BEGIN Exercise inputs
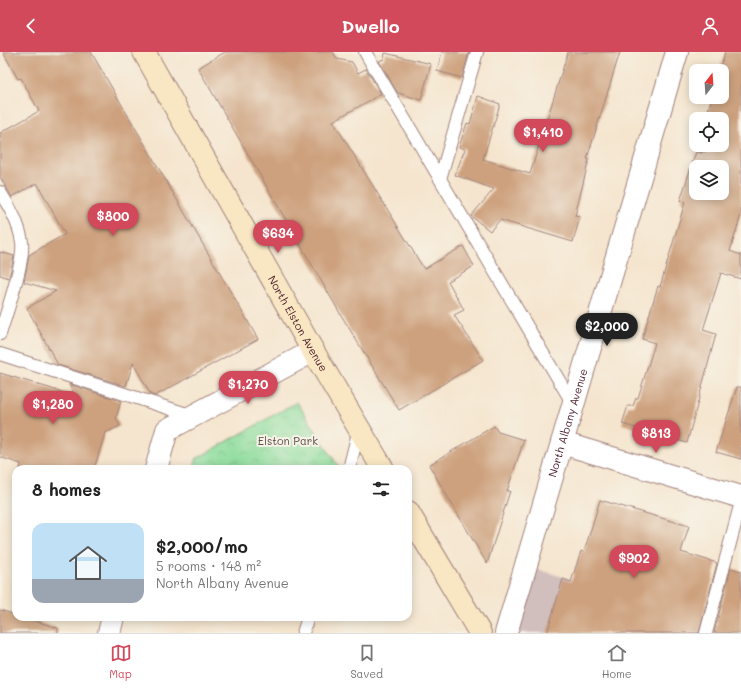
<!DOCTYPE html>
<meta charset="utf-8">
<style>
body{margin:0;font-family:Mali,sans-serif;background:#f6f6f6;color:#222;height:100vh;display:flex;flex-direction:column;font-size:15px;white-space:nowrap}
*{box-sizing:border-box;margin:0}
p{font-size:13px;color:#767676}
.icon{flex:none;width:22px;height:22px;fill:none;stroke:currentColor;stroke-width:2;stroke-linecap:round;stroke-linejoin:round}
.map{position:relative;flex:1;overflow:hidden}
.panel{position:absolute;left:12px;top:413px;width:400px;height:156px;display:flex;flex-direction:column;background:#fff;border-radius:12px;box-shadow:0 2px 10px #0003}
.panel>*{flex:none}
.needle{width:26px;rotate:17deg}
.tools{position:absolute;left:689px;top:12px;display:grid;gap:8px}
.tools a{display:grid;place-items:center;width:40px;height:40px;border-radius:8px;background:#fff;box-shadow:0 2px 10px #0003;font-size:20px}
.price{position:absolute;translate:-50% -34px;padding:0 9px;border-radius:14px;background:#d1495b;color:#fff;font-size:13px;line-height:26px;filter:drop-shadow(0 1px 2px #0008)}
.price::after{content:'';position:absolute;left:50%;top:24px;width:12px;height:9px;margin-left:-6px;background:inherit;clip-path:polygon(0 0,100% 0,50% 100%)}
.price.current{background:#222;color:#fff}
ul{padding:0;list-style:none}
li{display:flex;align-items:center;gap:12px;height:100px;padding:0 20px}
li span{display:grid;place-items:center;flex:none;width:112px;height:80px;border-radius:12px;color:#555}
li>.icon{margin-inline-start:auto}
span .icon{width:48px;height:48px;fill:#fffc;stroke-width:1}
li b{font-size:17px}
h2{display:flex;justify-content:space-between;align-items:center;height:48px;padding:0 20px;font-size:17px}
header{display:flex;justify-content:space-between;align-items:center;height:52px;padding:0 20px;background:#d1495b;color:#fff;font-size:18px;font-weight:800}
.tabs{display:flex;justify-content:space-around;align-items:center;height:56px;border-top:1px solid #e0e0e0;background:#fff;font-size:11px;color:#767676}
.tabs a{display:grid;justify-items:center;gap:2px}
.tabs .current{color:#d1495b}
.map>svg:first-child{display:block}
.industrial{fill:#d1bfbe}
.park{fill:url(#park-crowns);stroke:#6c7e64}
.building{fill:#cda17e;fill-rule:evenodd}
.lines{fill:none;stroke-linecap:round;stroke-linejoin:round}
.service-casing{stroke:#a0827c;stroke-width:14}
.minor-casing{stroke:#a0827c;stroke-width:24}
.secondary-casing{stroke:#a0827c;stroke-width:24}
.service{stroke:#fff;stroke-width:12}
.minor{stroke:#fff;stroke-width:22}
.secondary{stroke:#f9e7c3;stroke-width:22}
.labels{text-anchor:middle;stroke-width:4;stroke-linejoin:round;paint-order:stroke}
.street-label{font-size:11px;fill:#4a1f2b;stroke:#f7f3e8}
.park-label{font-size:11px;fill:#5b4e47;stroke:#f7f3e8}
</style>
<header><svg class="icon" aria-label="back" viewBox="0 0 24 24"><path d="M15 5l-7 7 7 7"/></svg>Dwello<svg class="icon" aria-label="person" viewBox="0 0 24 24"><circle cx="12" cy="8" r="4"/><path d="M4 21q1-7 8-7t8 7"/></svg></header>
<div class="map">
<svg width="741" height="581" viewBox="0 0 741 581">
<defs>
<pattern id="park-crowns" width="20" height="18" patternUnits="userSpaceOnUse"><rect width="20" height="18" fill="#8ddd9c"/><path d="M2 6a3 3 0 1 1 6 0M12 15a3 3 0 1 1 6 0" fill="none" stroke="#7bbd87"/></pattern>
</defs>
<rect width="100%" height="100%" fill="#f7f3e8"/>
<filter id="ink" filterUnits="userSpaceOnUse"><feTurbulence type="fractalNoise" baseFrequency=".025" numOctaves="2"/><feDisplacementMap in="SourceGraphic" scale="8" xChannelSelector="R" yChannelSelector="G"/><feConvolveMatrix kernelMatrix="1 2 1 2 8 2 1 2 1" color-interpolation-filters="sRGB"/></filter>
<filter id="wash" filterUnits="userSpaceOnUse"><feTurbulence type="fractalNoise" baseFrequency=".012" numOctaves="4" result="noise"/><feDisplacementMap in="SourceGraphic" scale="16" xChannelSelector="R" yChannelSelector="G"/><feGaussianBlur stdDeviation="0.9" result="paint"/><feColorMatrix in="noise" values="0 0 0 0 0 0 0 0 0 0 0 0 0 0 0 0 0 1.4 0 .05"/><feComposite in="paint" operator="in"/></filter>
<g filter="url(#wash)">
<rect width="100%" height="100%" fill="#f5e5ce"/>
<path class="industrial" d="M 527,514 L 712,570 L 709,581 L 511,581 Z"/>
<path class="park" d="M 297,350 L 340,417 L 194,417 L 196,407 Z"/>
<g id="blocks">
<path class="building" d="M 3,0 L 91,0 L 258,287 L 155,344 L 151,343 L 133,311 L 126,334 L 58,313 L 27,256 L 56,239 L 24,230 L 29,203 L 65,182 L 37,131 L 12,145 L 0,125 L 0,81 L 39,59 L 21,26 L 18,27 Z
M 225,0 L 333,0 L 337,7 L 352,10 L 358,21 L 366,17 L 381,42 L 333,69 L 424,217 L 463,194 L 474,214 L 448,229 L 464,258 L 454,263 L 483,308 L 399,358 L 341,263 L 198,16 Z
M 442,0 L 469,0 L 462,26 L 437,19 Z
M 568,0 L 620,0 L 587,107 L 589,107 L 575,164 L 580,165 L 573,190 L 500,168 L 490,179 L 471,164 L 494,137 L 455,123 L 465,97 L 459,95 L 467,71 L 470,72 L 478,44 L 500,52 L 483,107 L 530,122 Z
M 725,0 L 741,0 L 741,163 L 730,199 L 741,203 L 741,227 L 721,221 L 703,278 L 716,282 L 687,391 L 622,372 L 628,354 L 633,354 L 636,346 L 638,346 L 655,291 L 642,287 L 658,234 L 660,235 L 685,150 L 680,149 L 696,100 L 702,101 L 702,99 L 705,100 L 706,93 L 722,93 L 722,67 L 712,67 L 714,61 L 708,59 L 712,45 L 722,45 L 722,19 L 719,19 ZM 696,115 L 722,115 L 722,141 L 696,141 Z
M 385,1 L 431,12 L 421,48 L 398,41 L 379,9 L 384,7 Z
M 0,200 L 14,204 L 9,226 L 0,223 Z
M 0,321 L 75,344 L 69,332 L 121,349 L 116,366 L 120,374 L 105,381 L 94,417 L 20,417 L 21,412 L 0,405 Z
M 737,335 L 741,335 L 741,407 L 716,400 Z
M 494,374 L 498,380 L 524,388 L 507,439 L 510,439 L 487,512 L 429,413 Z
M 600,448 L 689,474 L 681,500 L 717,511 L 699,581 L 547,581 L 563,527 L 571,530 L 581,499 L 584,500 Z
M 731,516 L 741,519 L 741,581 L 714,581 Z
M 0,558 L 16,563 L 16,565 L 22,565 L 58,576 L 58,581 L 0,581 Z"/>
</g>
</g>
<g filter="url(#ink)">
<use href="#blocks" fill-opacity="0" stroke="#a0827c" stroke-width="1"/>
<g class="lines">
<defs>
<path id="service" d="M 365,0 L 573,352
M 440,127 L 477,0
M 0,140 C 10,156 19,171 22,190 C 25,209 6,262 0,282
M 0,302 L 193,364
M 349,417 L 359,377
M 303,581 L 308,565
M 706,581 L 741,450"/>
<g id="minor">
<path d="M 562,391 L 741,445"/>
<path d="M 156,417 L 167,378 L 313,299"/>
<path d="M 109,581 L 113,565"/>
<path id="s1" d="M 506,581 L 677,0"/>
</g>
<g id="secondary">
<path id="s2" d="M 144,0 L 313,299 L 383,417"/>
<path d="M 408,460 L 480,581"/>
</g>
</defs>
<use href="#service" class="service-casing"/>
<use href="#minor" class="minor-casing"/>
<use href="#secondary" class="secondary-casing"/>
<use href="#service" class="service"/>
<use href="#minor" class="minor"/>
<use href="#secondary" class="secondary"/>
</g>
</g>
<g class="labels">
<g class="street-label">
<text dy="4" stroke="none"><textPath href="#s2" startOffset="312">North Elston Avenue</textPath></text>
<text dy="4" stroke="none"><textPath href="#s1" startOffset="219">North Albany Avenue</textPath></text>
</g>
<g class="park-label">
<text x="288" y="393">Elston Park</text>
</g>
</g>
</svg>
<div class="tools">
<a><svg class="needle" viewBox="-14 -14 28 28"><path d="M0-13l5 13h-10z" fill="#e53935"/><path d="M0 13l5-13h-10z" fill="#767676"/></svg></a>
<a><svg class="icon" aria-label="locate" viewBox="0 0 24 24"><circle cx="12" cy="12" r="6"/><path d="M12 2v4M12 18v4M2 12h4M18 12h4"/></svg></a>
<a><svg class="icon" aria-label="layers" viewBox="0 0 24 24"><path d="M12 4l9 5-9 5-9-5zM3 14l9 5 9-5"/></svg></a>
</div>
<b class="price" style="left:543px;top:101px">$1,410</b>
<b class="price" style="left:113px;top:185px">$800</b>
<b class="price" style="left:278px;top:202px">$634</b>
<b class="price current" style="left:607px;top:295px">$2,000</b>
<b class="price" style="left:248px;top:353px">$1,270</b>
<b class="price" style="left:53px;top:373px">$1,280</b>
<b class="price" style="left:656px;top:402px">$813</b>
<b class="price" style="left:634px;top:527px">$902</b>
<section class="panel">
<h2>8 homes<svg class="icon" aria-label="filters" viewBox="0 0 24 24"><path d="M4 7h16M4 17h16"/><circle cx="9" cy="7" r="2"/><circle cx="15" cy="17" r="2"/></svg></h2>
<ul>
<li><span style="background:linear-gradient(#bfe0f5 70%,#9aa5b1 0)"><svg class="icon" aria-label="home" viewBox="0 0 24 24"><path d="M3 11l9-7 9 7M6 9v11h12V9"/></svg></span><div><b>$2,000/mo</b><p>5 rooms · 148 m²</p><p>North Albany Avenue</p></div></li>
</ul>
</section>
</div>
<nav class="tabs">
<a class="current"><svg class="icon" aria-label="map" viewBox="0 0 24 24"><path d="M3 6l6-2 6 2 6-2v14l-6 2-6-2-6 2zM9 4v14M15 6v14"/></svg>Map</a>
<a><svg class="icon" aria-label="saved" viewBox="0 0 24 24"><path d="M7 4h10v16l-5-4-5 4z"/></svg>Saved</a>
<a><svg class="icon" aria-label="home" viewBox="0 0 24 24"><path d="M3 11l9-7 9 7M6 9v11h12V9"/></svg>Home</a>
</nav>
END Exercise inputs
Return each line from the records that includes the word "service".

.service-casing{stroke:#a0827c;stroke-width:14}
.service{stroke:#fff;stroke-width:12}
<path id="service" d="M 365,0 L 573,352
<use href="#service" class="service-casing"/>
<use href="#service" class="service"/>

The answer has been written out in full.